UPDATE, 5 April 2011: I informed Vanessa Farnham that I was publishing this story, and she sent me the following comments: ‘This is obviously a difficult situation as it is one person’s version of events against another’s… I was about 17 when Brian Goodale stayed in our Hotel and have a distinct memory of him. As I said in the programme he was a very “special chap”. I remember he was returning to collect his family to return to N. Ireland. However he did leave and did not take his belongings nor did he settle his bill. I clearly remember standing in his room thinking how strange as I had really liked him and I remember thinking how big his shoes were as I packed his stuff… We never saw Brian again! the book stayed on the bookshelves of our subsequent hotels and certainly wasn’t “mislaid” and has a stamp from the Gull Cottage Hotel clearly visible in the front cover. So anyone could have taken it over the years. My Dad was not a literary man, nor a war hero, but he was a well known and respected Businessman in Newtownards, he was President of the local Rugby Club and a member of the Lions Club, the book was never secreted. The fact that Brian returned “again and again” is not as I remember it as I was fond of him and would have recalled this.It was no way implied that Brian was down on his luck, just that it was a Mystery. I am very sad that this has happened.’
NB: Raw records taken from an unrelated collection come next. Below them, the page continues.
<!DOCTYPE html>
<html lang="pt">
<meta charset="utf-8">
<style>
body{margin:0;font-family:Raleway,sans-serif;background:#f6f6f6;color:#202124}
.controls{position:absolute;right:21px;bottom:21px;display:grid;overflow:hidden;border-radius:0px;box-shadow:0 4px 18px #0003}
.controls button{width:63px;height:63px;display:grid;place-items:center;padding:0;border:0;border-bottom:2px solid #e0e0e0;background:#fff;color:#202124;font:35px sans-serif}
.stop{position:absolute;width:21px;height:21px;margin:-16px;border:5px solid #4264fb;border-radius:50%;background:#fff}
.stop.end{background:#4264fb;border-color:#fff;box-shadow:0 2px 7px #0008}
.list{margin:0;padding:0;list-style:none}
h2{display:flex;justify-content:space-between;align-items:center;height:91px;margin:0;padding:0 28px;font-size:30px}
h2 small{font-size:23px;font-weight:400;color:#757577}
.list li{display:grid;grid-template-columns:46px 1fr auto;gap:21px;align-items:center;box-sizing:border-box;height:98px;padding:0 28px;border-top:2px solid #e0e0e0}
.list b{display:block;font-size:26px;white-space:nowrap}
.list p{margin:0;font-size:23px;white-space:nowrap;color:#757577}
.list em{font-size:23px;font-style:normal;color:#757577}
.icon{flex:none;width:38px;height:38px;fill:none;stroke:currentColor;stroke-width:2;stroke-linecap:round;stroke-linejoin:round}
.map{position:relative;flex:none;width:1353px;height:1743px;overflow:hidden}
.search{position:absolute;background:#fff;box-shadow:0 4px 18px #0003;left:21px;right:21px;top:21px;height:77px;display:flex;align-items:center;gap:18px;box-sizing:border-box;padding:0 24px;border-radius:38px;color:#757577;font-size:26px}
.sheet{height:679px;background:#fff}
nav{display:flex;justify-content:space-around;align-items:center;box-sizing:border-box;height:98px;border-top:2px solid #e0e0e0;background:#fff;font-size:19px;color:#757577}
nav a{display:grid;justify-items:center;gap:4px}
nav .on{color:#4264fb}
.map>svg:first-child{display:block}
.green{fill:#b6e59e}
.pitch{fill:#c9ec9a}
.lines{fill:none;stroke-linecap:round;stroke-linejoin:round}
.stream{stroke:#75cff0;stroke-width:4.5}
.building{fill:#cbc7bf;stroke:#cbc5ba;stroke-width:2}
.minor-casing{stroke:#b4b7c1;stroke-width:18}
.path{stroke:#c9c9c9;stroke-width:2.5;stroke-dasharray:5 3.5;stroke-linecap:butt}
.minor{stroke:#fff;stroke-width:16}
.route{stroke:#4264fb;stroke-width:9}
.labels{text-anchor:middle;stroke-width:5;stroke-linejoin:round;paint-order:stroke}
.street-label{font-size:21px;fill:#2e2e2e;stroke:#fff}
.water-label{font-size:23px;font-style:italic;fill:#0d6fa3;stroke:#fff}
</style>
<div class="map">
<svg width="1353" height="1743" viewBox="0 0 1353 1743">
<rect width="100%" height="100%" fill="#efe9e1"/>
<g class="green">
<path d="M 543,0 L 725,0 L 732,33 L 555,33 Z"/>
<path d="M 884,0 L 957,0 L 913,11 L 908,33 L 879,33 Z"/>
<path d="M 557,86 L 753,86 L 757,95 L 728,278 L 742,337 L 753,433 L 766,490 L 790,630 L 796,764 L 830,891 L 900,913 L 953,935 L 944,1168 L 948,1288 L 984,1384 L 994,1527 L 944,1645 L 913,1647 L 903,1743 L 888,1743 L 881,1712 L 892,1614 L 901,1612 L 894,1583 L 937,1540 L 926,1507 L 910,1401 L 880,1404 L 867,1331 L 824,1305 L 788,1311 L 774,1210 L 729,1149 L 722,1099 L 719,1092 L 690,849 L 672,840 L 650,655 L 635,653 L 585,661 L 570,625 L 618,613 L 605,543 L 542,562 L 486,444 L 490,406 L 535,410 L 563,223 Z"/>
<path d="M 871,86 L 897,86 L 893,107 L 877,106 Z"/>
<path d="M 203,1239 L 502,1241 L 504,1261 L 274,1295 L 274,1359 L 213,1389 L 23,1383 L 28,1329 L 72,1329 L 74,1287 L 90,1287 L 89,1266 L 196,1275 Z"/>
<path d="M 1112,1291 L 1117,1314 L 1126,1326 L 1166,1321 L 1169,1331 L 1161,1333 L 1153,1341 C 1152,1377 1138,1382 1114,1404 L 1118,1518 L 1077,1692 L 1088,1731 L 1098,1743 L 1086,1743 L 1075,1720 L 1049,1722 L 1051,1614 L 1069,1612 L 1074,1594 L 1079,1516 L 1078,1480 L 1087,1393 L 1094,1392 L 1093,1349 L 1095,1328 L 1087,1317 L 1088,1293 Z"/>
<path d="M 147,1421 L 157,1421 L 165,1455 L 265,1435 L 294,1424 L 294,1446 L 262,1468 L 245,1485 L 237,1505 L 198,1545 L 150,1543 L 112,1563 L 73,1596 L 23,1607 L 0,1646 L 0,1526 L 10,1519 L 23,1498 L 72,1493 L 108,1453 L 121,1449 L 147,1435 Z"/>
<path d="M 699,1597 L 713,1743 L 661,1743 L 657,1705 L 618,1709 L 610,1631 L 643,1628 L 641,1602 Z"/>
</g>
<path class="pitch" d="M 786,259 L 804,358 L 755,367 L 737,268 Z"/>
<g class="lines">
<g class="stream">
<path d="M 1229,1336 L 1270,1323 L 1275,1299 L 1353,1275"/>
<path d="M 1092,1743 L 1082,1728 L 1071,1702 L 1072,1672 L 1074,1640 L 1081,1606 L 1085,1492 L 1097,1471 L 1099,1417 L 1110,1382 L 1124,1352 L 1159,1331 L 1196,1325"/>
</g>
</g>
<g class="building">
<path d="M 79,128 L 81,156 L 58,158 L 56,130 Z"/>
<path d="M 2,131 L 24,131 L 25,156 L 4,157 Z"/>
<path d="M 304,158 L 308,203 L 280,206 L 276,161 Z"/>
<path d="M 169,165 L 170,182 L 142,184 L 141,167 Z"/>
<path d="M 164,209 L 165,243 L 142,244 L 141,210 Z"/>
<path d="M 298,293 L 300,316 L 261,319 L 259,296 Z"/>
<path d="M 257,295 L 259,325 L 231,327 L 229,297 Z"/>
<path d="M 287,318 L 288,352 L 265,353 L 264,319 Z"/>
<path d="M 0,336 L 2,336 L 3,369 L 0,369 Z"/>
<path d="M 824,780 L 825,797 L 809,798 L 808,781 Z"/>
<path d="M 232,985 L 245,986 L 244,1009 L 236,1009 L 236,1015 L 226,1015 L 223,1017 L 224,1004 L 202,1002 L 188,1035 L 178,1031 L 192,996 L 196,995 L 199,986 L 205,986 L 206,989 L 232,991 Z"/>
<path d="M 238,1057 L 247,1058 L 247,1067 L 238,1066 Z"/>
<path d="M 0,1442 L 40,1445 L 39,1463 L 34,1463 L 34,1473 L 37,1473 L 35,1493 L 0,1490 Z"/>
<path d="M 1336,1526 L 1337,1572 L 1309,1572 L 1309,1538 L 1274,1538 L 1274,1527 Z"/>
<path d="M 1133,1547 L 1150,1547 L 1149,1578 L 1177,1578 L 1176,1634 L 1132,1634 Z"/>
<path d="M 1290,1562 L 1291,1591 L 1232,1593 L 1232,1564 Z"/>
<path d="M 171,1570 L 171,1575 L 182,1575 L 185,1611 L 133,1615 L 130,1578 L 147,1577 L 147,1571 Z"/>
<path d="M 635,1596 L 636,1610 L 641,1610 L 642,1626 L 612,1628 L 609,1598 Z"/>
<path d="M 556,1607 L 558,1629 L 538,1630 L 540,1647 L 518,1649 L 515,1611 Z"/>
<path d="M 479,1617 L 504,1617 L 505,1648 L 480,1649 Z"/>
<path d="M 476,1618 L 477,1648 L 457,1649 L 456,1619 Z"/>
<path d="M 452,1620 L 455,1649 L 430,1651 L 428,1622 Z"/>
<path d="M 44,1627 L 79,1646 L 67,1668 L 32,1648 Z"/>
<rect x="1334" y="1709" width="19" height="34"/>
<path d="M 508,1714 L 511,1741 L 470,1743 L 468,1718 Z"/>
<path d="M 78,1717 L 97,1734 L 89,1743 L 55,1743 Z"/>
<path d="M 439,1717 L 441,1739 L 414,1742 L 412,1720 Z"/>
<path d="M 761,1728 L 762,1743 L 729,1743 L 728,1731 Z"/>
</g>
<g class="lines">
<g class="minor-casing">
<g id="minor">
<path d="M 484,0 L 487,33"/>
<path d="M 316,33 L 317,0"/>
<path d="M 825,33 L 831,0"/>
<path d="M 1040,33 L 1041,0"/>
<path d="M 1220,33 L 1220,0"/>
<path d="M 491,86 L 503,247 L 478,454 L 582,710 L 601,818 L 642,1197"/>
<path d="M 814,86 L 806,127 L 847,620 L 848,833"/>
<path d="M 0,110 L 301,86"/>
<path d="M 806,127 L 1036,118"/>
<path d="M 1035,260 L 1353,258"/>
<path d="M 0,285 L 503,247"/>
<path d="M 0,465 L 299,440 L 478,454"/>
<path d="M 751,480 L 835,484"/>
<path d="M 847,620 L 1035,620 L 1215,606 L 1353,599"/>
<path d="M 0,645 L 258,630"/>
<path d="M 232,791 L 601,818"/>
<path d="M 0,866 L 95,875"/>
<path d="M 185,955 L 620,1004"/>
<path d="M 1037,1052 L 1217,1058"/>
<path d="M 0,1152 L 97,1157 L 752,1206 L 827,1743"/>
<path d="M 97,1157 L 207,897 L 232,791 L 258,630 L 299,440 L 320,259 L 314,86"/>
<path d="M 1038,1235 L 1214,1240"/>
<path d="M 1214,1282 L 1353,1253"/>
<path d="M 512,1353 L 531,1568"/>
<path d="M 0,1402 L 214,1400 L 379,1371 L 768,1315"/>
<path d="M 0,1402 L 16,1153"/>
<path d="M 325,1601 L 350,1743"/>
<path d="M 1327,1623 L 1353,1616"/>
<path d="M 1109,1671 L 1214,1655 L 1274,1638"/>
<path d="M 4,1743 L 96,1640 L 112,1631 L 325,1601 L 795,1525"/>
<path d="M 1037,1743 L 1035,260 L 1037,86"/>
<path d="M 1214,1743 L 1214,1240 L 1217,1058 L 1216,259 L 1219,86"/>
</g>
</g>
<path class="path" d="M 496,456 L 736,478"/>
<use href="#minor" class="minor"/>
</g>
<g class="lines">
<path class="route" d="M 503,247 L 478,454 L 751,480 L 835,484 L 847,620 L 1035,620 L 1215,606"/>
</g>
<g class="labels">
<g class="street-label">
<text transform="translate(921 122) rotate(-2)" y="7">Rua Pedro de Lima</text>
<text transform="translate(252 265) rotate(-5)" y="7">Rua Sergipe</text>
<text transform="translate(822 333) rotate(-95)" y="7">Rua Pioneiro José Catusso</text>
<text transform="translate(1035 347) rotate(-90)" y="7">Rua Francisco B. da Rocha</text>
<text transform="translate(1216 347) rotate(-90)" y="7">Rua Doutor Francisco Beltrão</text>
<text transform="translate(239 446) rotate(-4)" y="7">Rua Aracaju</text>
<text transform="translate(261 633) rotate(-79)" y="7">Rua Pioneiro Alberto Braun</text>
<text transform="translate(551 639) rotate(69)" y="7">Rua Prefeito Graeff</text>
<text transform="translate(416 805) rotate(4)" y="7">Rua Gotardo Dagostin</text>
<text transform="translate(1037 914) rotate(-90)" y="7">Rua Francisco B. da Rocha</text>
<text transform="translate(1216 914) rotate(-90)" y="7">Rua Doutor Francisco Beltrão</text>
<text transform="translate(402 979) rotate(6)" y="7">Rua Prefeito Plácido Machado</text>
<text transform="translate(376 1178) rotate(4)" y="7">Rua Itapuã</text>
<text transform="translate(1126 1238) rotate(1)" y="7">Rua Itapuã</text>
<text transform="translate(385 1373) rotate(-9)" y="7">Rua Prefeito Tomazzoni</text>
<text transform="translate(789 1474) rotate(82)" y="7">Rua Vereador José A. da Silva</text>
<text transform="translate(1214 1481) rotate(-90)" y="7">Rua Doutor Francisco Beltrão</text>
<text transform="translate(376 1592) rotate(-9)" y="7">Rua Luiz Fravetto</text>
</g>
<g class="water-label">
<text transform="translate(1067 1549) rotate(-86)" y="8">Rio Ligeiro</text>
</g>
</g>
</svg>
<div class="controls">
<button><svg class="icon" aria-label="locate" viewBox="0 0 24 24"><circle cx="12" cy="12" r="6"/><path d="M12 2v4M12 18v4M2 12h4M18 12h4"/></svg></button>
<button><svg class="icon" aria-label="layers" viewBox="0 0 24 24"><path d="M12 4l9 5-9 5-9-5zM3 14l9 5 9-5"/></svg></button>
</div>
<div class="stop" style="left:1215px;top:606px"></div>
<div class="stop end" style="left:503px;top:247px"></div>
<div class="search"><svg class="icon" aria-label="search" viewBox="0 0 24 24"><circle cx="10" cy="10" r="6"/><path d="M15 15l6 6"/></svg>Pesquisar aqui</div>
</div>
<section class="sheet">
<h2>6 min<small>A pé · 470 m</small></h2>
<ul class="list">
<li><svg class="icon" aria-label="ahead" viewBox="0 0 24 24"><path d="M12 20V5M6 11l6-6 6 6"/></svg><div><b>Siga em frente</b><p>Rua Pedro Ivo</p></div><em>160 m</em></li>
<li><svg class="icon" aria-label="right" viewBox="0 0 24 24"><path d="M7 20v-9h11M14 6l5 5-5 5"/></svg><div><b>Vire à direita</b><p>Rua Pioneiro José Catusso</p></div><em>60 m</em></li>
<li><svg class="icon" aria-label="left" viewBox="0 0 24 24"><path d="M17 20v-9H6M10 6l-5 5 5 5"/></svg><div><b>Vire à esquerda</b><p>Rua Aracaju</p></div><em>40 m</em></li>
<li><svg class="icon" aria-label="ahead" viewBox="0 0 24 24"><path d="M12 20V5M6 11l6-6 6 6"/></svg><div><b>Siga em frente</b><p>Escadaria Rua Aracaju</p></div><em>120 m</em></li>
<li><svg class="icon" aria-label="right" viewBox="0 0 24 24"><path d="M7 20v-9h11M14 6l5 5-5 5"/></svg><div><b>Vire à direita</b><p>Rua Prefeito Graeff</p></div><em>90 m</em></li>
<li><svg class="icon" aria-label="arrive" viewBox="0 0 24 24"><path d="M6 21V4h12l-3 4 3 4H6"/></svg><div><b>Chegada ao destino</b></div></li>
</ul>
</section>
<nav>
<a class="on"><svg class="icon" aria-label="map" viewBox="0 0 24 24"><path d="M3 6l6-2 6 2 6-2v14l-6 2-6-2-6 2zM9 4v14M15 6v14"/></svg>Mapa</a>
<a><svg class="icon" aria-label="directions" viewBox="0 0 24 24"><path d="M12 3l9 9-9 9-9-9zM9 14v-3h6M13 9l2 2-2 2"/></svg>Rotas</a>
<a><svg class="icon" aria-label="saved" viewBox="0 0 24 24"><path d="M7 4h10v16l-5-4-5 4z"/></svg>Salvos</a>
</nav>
FURTHER UPDATE, 7 April 2011: In her earlier email, Mrs Farnham also informed me that her brother is the same age as Simon Goodale, and was in the same form at school.
Simon Goodale has written to me again, commenting on her statement. He says: “As I have stated before there is no reason why my father would have not paid the bill — he was a well paid businessman and if the story was really true why didn’t Mrs Farnham’s father alert the police? After all it was during the troubles and my father was in the armoured car business. Aren’t landlords supposed to alert the police if somebody goes missing from a hotel? The last time my father stayed in the hotel was when I and my mother stayed there while waiting for our furniture to arrive from England, not as she is saying. I do recall Mrs Farnham’s brother being at the same school, but surely this just supports my side of things that my dad did not disappear, and he was known to be in Newtownards. Nobody in their right mind would have left this very personal book behind, it just doesn’t add up and simply would not, and did not, happen in the way Mrs Farnham says.”
Mrs Farnham’s comment in the earlier update would indicate that the so-called “unpaid bill” incident refers to the time that Brian Goodale stayed on his own in the hotel, before his family came over to Newtownards from England. However, as Simon says, his mother and father and himself all stayed there again some time later, when they had moved over to Northern Ireland, but were waiting for the furniture to arrive.
Mrs Farnham has no explanation as to what happened to the book while the Goodale family were in the hotel on a second visit. Nor can she say why her father failed to contact Mr Goodale about his uncollected belongings, when he must have known he was working for one of the town’s big employers.
This story has caused great distress to the Goodale family, and an apology for this would seem to be the least that should be offered.